Open access in the age of surveillance technology: Fighting for ground in the public imagination Dr. Erin Glass, University of California San Diego
Does the influence of surveillance technology in our academic and everyday information practices have any bearing on the open access movement? How might the open access movement fruitfully respond to these issues in ways that deepen its purpose while further serving the academic community and the broader public? In this talk, I show how the growing dominance of surveillance technology, or technology whose business models are based on monitoring and controlling of user behavior, threatens to exploit and undermine the goals and existing achievements of the open access movement. At the same time, however, I argue that an expanded vision of the open access mission could provide a powerful intellectual and political framework for resisting and transforming surveillant information systems in academia and more broadly. I suggest that some of the challenges in advancing more just and equitable information practices stem from the lack of representation of alternatives in popular culture, and consider how other movements use cultural and symbolic production to bring their values to the mainstream.
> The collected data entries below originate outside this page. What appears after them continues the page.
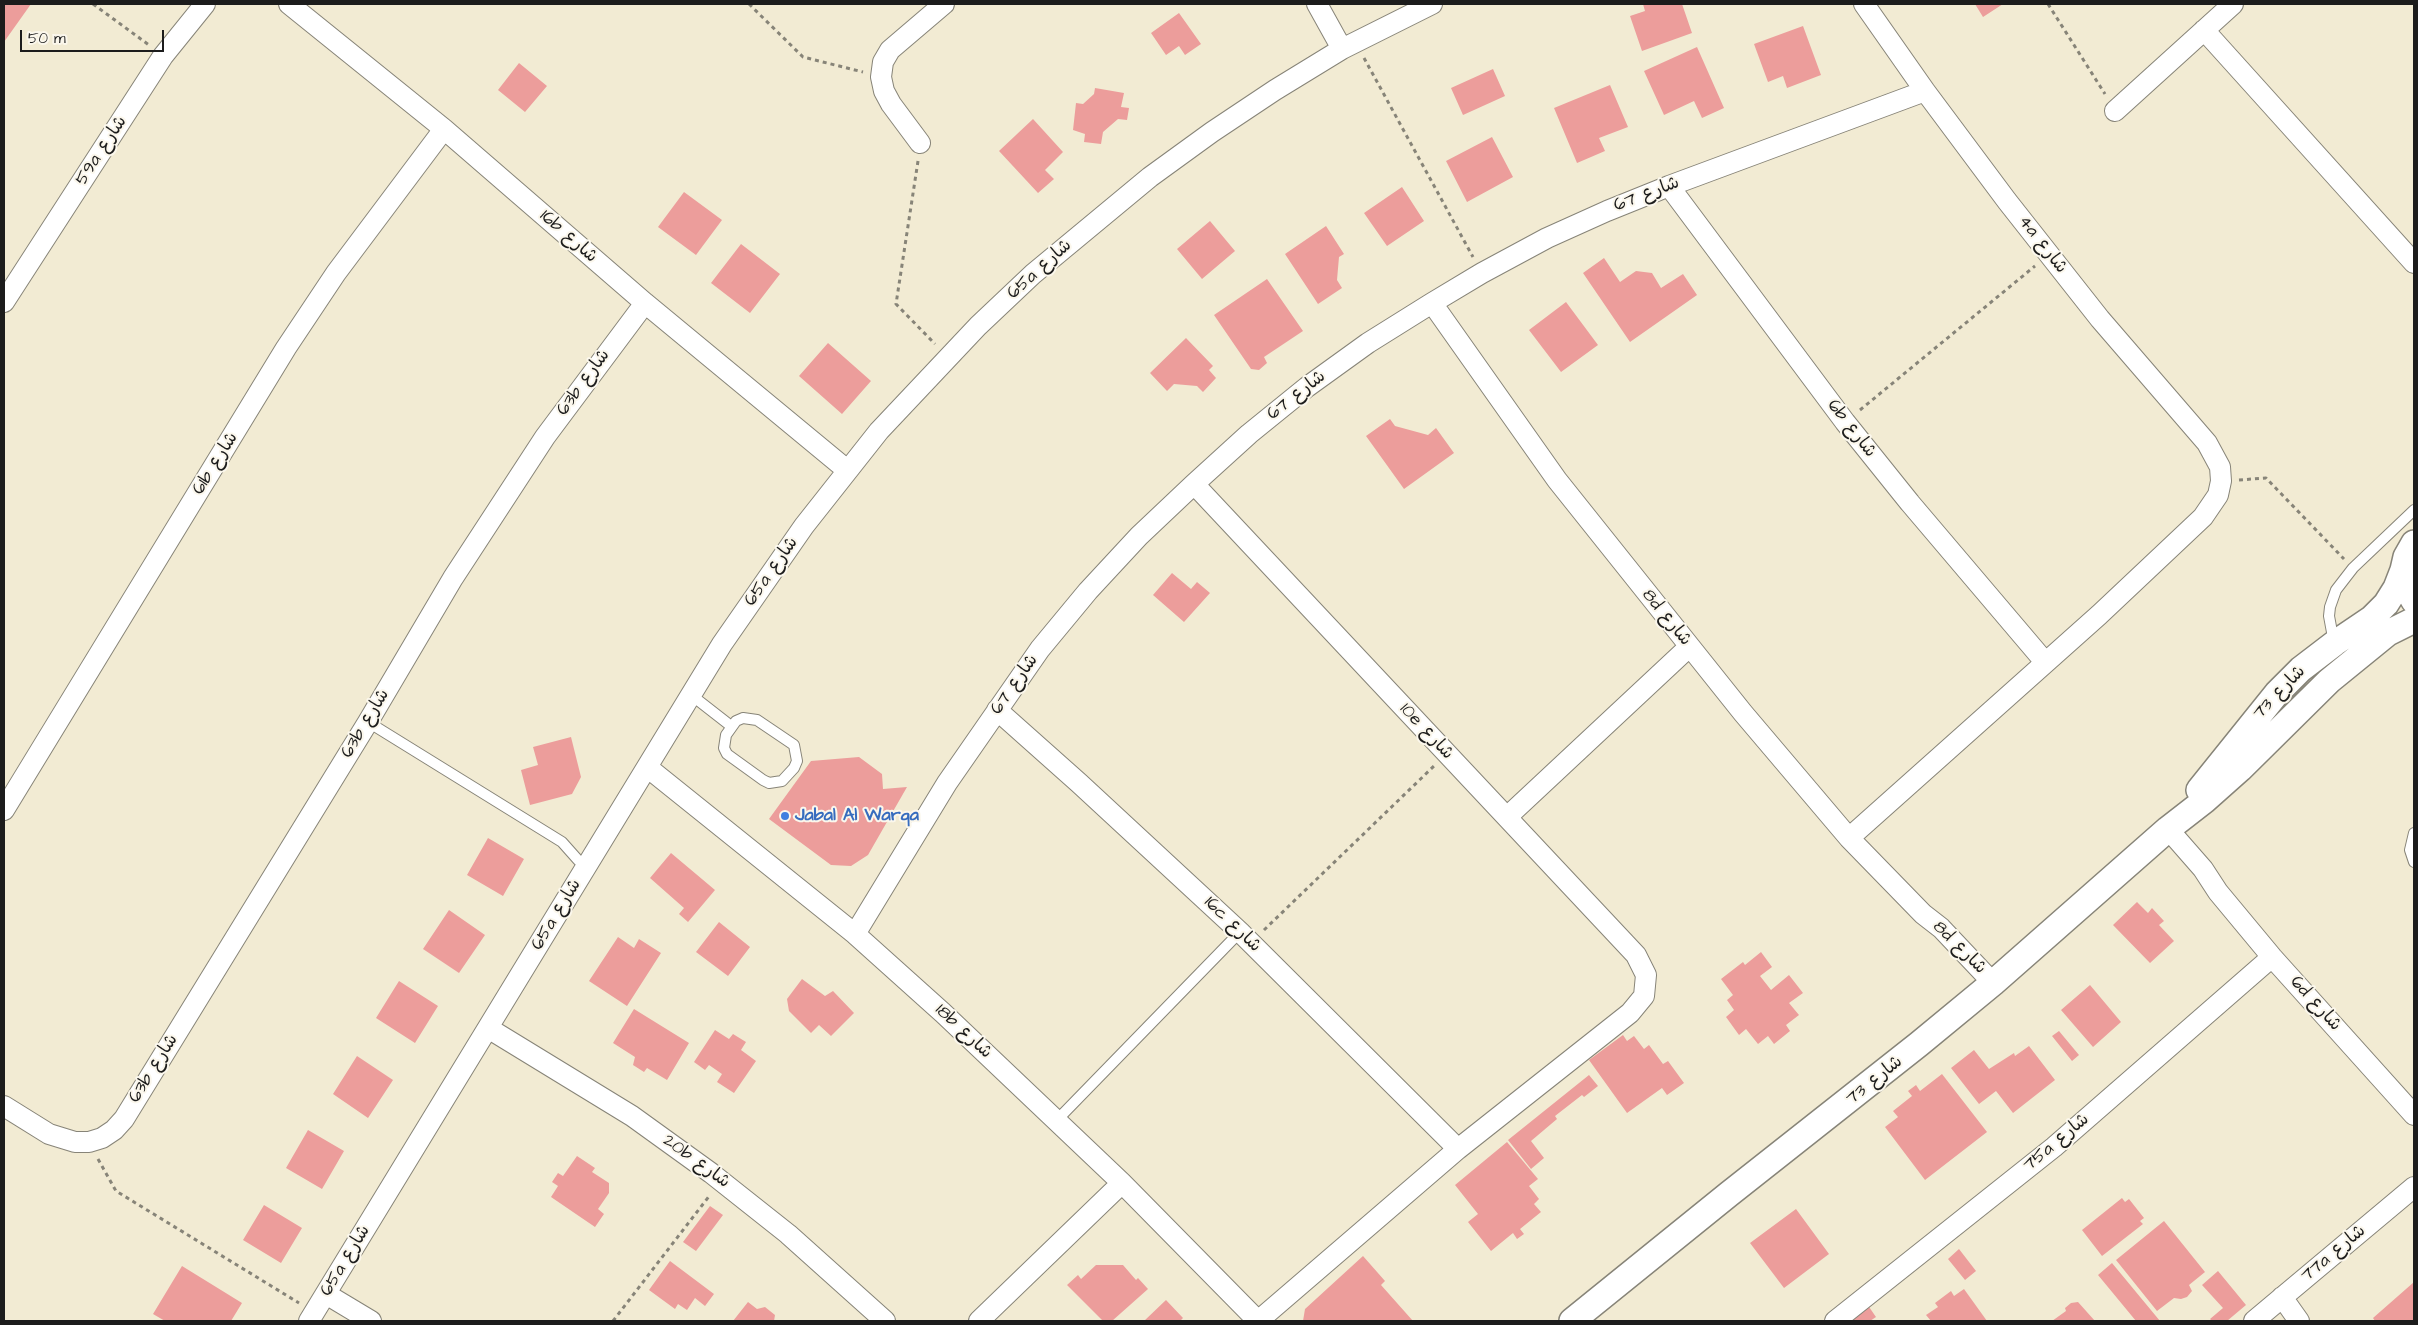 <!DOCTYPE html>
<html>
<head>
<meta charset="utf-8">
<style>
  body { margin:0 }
  #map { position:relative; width:2418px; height:1325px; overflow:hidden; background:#f2ebd3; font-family:"Architects Daughter",sans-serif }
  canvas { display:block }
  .frame { position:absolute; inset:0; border:5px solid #1c1c1c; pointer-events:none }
  .scale { position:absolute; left:20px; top:30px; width:144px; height:22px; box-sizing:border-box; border:2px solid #1c1c1c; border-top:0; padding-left:6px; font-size:15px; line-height:18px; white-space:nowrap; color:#1c1c1c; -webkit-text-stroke:4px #fbf7ec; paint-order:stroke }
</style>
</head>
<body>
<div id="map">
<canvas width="2418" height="1325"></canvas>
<div class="frame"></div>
<div class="scale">50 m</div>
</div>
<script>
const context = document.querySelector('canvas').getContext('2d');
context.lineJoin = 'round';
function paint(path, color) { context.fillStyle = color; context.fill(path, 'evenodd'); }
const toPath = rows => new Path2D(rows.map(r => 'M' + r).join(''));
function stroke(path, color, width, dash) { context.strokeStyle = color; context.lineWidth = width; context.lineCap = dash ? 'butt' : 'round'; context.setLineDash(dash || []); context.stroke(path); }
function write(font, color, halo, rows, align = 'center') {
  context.font = font + ' "Architects Daughter","Playpen Sans Arabic",sans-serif'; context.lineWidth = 4; context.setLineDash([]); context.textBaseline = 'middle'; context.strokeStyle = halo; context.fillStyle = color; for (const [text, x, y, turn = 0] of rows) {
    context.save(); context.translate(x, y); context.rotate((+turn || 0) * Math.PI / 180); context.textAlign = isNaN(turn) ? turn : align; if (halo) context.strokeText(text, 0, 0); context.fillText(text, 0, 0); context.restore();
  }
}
paint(toPath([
  [4,4,31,4,4,42],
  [1643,4,1682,4,1692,33,1642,51,1630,16,1645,11],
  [1975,4,2003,4,1983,17],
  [1179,13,1201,44,1185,55,1179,46,1166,55,1151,33],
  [1803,26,1821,75,1787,88,1783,76,1768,82,1754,44],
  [1697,47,1724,108,1702,118,1694,101,1664,115,1644,71],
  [519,63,547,86,525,112,498,90],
  [1493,69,1505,96,1463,115,1451,88],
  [1610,85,1628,127,1599,138,1605,151,1577,163,1554,108],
  [1095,88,1124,93,1121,107,1129,108,1127,120,1118,119,1103,132,1101,144,1084,142,1085,134,1073,130,1076,103,1083,104,1094,94],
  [1033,119,1063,152,1045,170,1054,179,1038,193,999,151],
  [1492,137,1513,177,1467,202,1446,161],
  [1402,187,1424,221,1387,246,1364,213],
  [684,192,722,220,696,255,658,227],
  [1210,221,1235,251,1202,279,1177,249],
  [1326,226,1344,254,1339,257,1337,280,1342,288,1318,304,1285,254],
  [741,244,780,274,750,313,711,283],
  [1604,258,1620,282,1636,271,1652,273,1661,288,1683,274,1697,295,1630,342,1583,273],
  [1267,279,1303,331,1264,357,1267,363,1259,370,1251,369,1214,315],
  [1566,302,1598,345,1561,372,1529,330],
  [1186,338,1213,366,1209,370,1216,378,1203,392,1197,386,1174,384,1167,391,1150,373],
  [828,343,871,381,842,414,799,376],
  [1390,419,1395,426,1428,435,1436,428,1454,453,1404,489,1366,436],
  [1172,573,1191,589,1197,582,1210,593,1184,622,1153,595],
  [571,737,581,777,572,794,530,805,521,770,538,765,533,747],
  [859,757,882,774,883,789,907,787,868,855,851,866,831,865,769,819,811,761],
  [488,838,524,859,503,896,467,875],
  [671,853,715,890,688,922,679,914,684,908,650,878],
  [2137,902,2148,913,2152,908,2164,921,2159,925,2174,941,2150,963,2113,925],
  [449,910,485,935,459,973,423,949],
  [719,922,750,947,728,976,696,952],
  [618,937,634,948,639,939,661,953,627,1006,589,981],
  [1761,952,1772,967,1760,976,1771,990,1789,975,1803,993,1789,1003,1799,1015,1786,1025,1790,1031,1774,1044,1768,1036,1758,1044,1746,1029,1739,1035,1726,1017,1734,1010,1727,1000,1733,995,1721,979,1743,962,1745,965],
  [802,979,825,996,833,991,854,1013,831,1036,819,1025,811,1033,789,1011,787,999],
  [399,981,438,1006,415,1043,376,1018],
  [2090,985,2121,1022,2093,1047,2061,1010],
  [634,1009,689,1043,667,1080,647,1068,644,1072,633,1065,635,1057,613,1043],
  [715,1030,729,1039,733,1034,746,1042,741,1050,756,1061,734,1093,717,1082,722,1074,709,1065,705,1070,694,1062],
  [2059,1031,2079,1055,2072,1061,2052,1036],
  [1623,1035,1627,1041,1634,1036,1644,1049,1649,1045,1663,1064,1668,1061,1684,1083,1667,1095,1662,1088,1627,1113,1589,1060],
  [2029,1046,2055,1080,2013,1113,1996,1091,1979,1104,1951,1068,1974,1050,1989,1069,2014,1053,2015,1056],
  [357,1056,393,1080,368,1118,333,1094],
  [1942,1074,1987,1132,1925,1180,1885,1127,1898,1117,1893,1111,1912,1096,1908,1091,1916,1085,1920,1091],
  [1589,1075,1598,1086,1584,1097,1582,1095,1555,1116,1557,1119,1531,1141,1544,1158,1531,1169,1508,1140],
  [308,1130,344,1151,322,1189,286,1168],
  [1507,1142,1538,1179,1529,1186,1539,1199,1534,1204,1541,1212,1520,1229,1524,1234,1517,1239,1513,1233,1491,1251,1468,1222,1478,1214,1455,1185],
  [577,1156,595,1168,592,1172,609,1183,609,1193,598,1209,604,1214,595,1227,551,1197,558,1186,552,1182,558,1173,563,1176],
  [2122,1198,2125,1202,2129,1199,2144,1218,2140,1221,2143,1224,2102,1256,2082,1230],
  [264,1205,302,1228,281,1263,243,1240],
  [710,1206,723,1215,696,1251,683,1242],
  [1796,1209,1829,1254,1784,1288,1750,1243],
  [2164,1221,2205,1272,2189,1285,2192,1291,2187,1297,2181,1299,2174,1298,2157,1311,2116,1260],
  [1959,1249,1976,1271,1965,1280,1948,1259],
  [1363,1256,1385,1281,1381,1285,1413,1321,1303,1321,1305,1309],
  [670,1261,714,1294,705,1306,695,1298,687,1310,678,1304,675,1309,649,1290],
  [2112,1263,2160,1321,2136,1321,2098,1275],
  [1096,1265,1123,1265,1136,1280,1138,1278,1148,1289,1112,1321,1103,1321,1067,1285,1078,1275,1081,1279],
  [182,1266,242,1303,231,1321,165,1321,153,1314],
  [2218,1271,2246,1305,2227,1321,2212,1321,2210,1319,2223,1308,2202,1285],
  [2414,1282,2414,1321,2375,1321,2373,1318],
  [1964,1289,1987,1321,1931,1321,1926,1315,1938,1307,1935,1303,1951,1291,1954,1296],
  [1166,1300,1183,1318,1180,1321,1144,1321],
  [748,1302,757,1309,765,1307,775,1315,774,1321,733,1321],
  [2078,1302,2095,1321,2052,1321,2066,1311,2065,1308,2071,1303],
  [1867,1304,1876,1317,1870,1321,1844,1321]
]), '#ec9d9b');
const service = toPath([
  [2334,643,2329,616,2330,607,2336,590,2353,568,2414,510],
  [690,694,731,726],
  [743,718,757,720,794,745,797,761,794,768,782,781,769,783,763,780,727,754,724,748,726,735,736,721,743,718],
  [368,722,562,842,578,860,587,866],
  [2414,833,2410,850,2414,862],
  [1057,1120,1240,932]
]);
const minor = toPath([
  [289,4,444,129,645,303,847,470],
  [1317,4,1342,49],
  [2204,30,2414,263],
  [2115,111,2233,4],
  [920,143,891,104,884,91,881,77,883,62,890,50,944,4],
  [1669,186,1845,422,1910,503,2045,662],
  [4,302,163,56,205,4],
  [1432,303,1557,480,1743,713,1849,838,1923,914,1941,928,1993,983],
  [1194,484,1636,955,1646,975,1644,996,1630,1013,1458,1149,1258,1321],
  [997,710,1079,783,1240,932,1458,1149],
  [647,767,855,934,943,1013,1122,1183,1258,1321],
  [4,810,286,348,336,273,444,129],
  [1507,817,1689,647],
  [2168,829,2203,869,2218,892,2272,957,2414,1115],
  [1849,838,2099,615,2203,517,2218,495,2221,481,2220,467,2207,443,2100,319,2007,201,1925,91,1864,4],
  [855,934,947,783,1040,649,1088,591,1139,536,1194,484,1249,434,1307,387,1368,343,1432,303,1482,273,1547,238,1607,211,1669,186,1925,91],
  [488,1028,632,1116,711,1173,788,1234,885,1321],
  [4,1106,49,1134,75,1142,89,1142,102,1138,114,1130,124,1119,368,722,453,578,545,437,645,303],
  [326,1294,371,1321],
  [2282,1297,2299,1321],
  [309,1321,722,644,804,526,879,431,978,326,1033,274,1150,177,1212,132,1275,90,1342,49,1432,4],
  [979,1321,1122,1183],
  [1835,1321,2054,1147,2272,957],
  [2254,1321,2414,1187]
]);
const tertiary = toPath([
  [2414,543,2406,557,2403,570,2405,585,2414,601],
  [2199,790,2277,693,2301,669,2335,643,2372,618,2386,604,2396,588,2403,570],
  [1572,1321,1729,1194,1919,1044,1993,983,2168,829,2204,801,2240,769,2329,681,2388,633,2414,620]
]);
stroke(service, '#878478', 12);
stroke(minor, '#878478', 22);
stroke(tertiary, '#878478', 28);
stroke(toPath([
  [93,4,149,45],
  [749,4,803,57,863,72],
  [2048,4,2105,94],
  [1364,58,1473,257],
  [918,161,896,304,935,344],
  [1860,410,2035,266],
  [2239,480,2266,478,2344,559],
  [1264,930,1434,766],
  [98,1159,116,1191,299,1303],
  [613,1321,710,1195]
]), '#878478', 3, [4, 4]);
stroke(service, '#fff', 10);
stroke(minor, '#fff', 20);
stroke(tertiary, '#fff', 25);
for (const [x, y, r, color] of [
  [785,816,5,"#3f7fe0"]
]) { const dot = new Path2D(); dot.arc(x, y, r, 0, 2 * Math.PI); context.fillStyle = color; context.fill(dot); stroke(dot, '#fbf7ec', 2); }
write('18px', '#1c1c1c', '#fbf7ec', [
  ["59a شارع",102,151,-57],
  ["شارع 67",1647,195,-21],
  ["16b شارع",568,237,41],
  ["4a شارع",2042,245,52],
  ["65a شارع",1040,270,-42],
  ["63b شارع",584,383,-54],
  ["شارع 67",1297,396,-38],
  ["6b شارع",1851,429,52],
  ["61b شارع",216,464,-58],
  ["65a شارع",772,572,-55],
  ["8d شارع",1666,618,51],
  ["شارع 67",1015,685,-55],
  ["شارع 73",2280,693,-46],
  ["63b شارع",366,724,-59],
  ["10e شارع",1426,732,47],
  ["65a شارع",557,915,-59],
  ["16c شارع",1232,925,44],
  ["8d شارع",1959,948,45],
  ["6d شارع",2315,1004,48],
  ["18b شارع",963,1032,43],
  ["63b شارع",154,1069,-58],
  ["شارع 73",1875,1081,-39],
  ["75a شارع",2057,1143,-40],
  ["20b شارع",696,1162,36],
  ["77a شارع",2334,1254,-40],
  ["65a شارع",346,1261,-59]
]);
write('bold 18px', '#366cbe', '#fbf7ec', [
  ["Jabal Al Warqa",795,816]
], 'left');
</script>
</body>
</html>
Using examples from poetry, art, fiction, and television, I show how creative practices might help scholarly and public communities work together to imagine, motivate, and build more equitable and democratic global information systems.
Dr. Erin Glass is the Digital Scholarship Librarian at UC San Diego, where she facilitates the Digital Humanities Research Group. Her work focuses on using digital tools and social practices to make education and knowledge production more democratic, collaborative, and publicly engaged.